The chairman of the House Financial Services Committee, Patrick McHenry (R-NC), and the chairman of the House Agriculture Committee, Glenn “GT” Thompson (R-PA), issued a joint statement on Friday regarding the SEC v. Ripple case ruling and the need for legislative clarity in the crypto ecosystem.
“This decision underscores the need for Congress to provide clear rules of the road for the digital asset ecosystem — it’s misguided to think otherwise. The ruling gives large institutional investors greater protections than everyday Americans. Outcomes like this are what happens when regulators force courts to make policy instead of Congress,” the lawmakers said. They proceeded to urge Congress to pass a bill they introduced that focuses on market structure legislation. “Our comprehensive market structure legislation will give all investors, customers, and market participants the same longstanding protections found in traditional financial markets,” the lawmakers stressed, emphasizing:
“The decision also recognizes what Republicans have said all along: there is a limit to the SEC’s reach. According to the court, digital assets may not be inherently securities, but can be offered as part of an investment contract in certain circumstances, which our legislation acknowledges.”
“Gary Gensler’s SEC cannot continue to pursue its regulation by enforcement approach, which only harms investors and creates uncertainty,” they added. The lawmakers have repeatedly criticized the SEC chairman for regulating the crypto industry by enforcement. There is also a bill in Congress to remove him as the chair of the securities regulator. Moreover, Gensler has said that all crypto tokens, other than bitcoin, are securities.
“Our digital asset market structure bill is essential to filling the regulatory gaps highlighted in this decision. We remain committed to ensuring all Americans have robust protections in the digital asset marketplace. We look forward to advancing this legislation out of our respective committees this month,” McHenry and Thompson concluded.
U.S. Senator Cynthia Lummis (R-WY) similarly urged Congress to expedite the passage of the Lummis-Gillibrand Responsible Financial Innovation Act. On Friday, she tweeted her statement in response to the ruling. “I applaud the decision of the Southern District of New York finding that crypto assets traded in secondary markets may not be investment contracts. This is the position that section 501 of the Lummis-Gillibrand Responsible Financial Innovation Act has taken from the beginning,” her statement reads. The senator added:
“The decision confirms the need for Congress to deliver a clear regulatory structure for the crypto asset industry that provides the highest level of consumer protection. We need to pass Lummis-Gillibrand to uphold the Howey test as interpreted by the Southern District of New York.”

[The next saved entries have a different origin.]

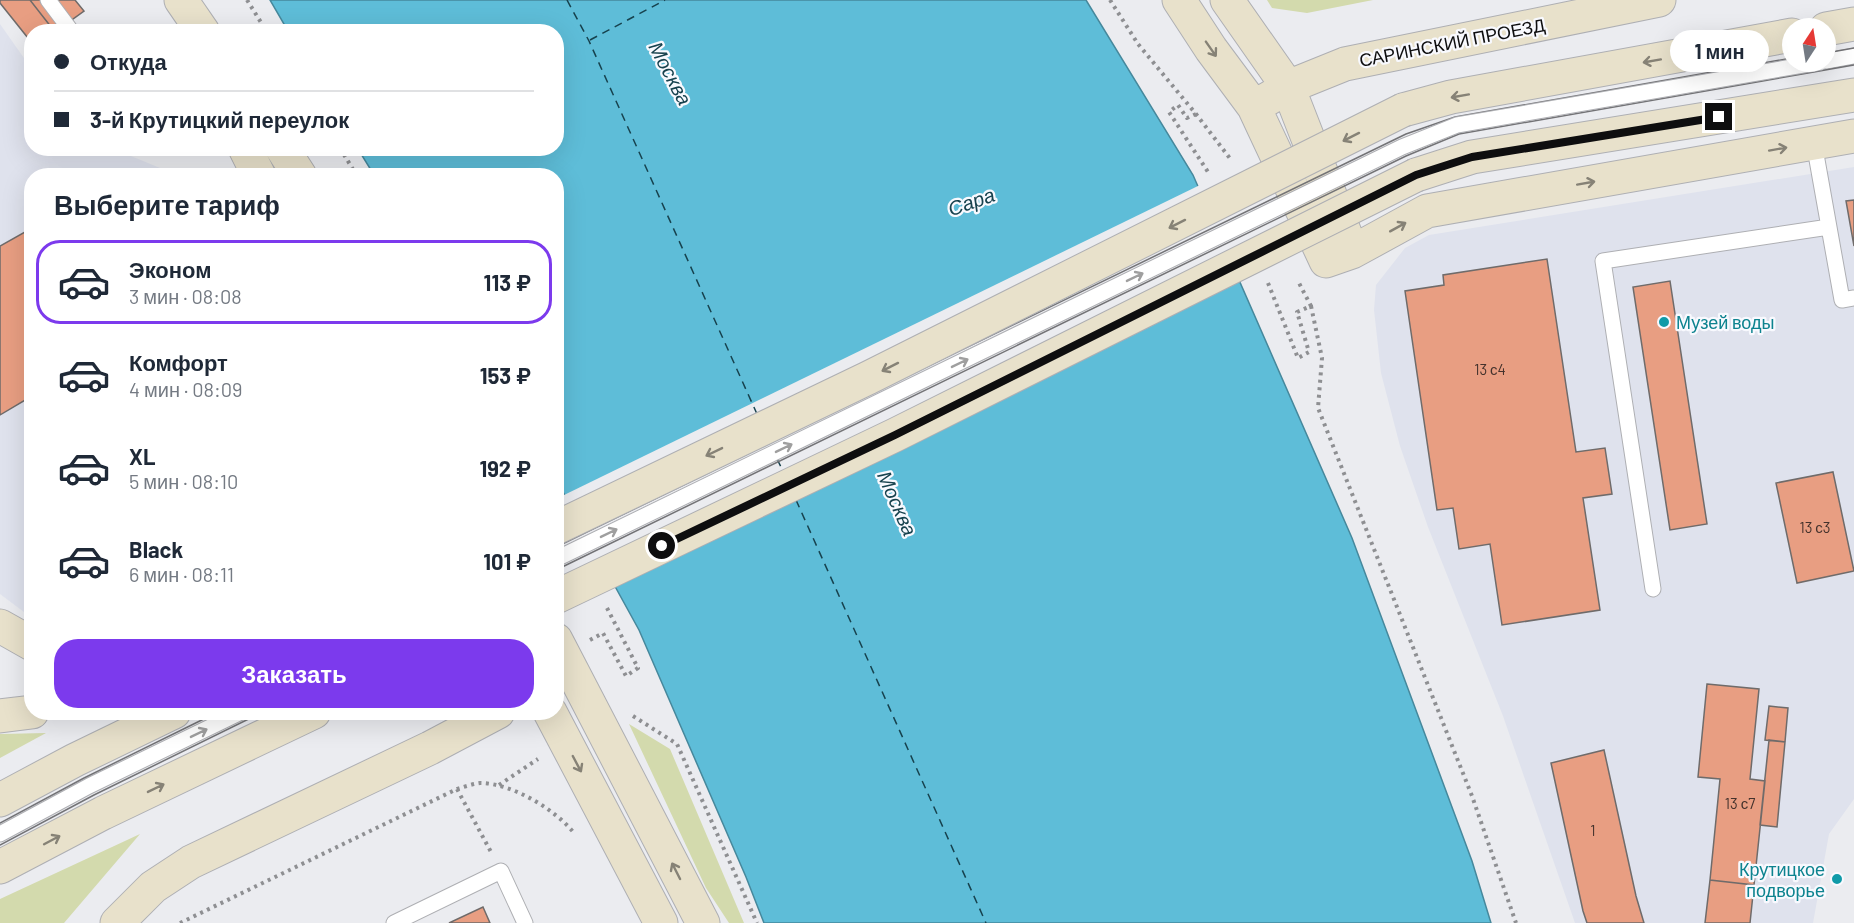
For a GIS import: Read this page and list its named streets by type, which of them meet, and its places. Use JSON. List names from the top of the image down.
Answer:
{
  "streets": {
    "main road": ["САРИНСКИЙ ПРОЕЗД"]
  },
  "water": ["Москва", "Сара"],
  "places": ["Музей воды", "Крутицкое подворье"],
  "house_numbers": [
    "13 с4",
    "13 с3",
    "13 с7",
    "1"
  ],
  "north": "top",
  "page": {
    "banner": ["Откуда", "3-й Крутицкий переулок"],
    "bubble": "1 мин",
    "heading": "Выберите тариф",
    "list": [
      {
        "name": "Эконом",
        "note": "3 мин · 08:08",
        "value": "113 ₽"
      },
      {
        "name": "Комфорт",
        "note": "4 мин · 08:09",
        "value": "153 ₽"
      },
      {
        "name": "XL",
        "note": "5 мин · 08:10",
        "value": "192 ₽"
      },
      {
        "name": "Black",
        "note": "6 мин · 08:11",
        "value": "101 ₽"
      }
    ],
    "buttons": "Заказать"
  }
}
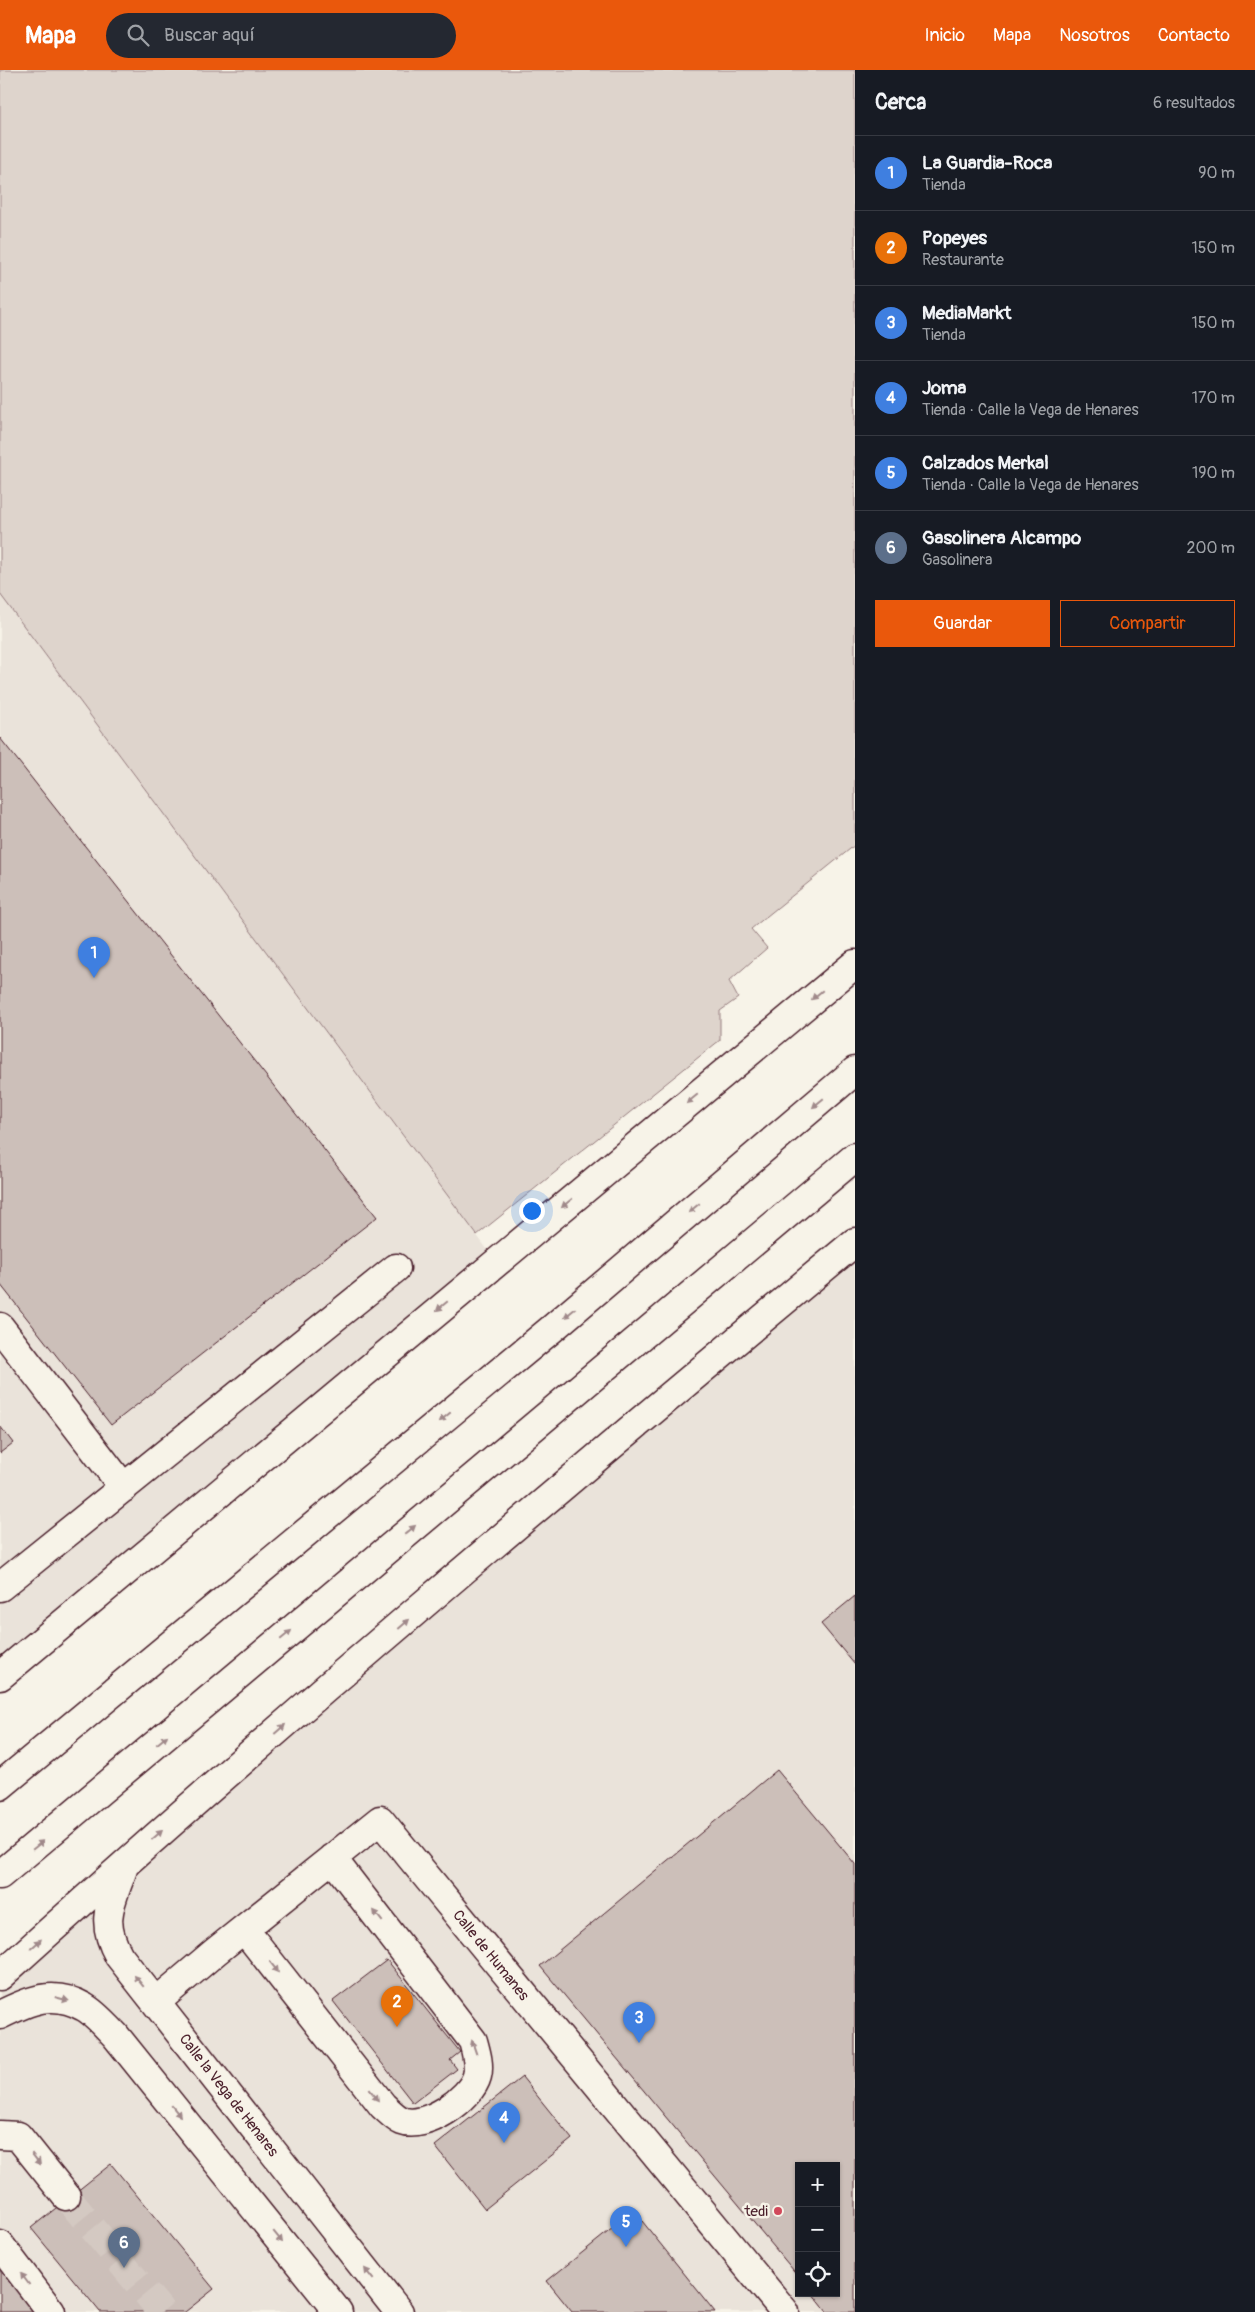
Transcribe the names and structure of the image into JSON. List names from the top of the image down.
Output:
{
  "streets": {
    "main road": ["Calle de Humanes", "Calle la Vega de Henares"]
  },
  "crossings": [
    ["Calle de Humanes", "Calle la Vega de Henares"]
  ],
  "one_way": ["Calle la Vega de Henares"],
  "places": ["tedi"],
  "page": {
    "header": "Mapa",
    "search": "Buscar aquí",
    "nav": [
      "Inicio",
      "Mapa",
      "Nosotros",
      "Contacto"
    ],
    "heading": ["Cerca", "6 resultados"],
    "list": [
      {
        "mark": "1",
        "name": "La Guardia-Roca",
        "note": "Tienda",
        "value": "90 m"
      },
      {
        "mark": "2",
        "name": "Popeyes",
        "note": "Restaurante",
        "value": "150 m"
      },
      {
        "mark": "3",
        "name": "MediaMarkt",
        "note": "Tienda",
        "value": "150 m"
      },
      {
        "mark": "4",
        "name": "Joma",
        "note": "Tienda · Calle la Vega de Henares",
        "value": "170 m"
      },
      {
        "mark": "5",
        "name": "Calzados Merkal",
        "note": "Tienda · Calle la Vega de Henares",
        "value": "190 m"
      },
      {
        "mark": "6",
        "name": "Gasolinera Alcampo",
        "note": "Gasolinera",
        "value": "200 m"
      }
    ],
    "buttons": ["Guardar", "Compartir"],
    "pins": [
      "1",
      "2",
      "3",
      "4",
      "5",
      "6"
    ],
    "map_buttons": ["+", "−"]
  }
}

The Lummis-Gillibrand Responsible Financial Innovation Act was recently revised. The bill was first introduced in June last year. Lummis reintroduced it in the Senate on July 12.
Congressman Tom Emmer tweeted on Thursday: “The Ripple case is a monumental development in establishing that a token is separate and distinct from an investment contract it may or may not be part of. Now, let’s make it law.”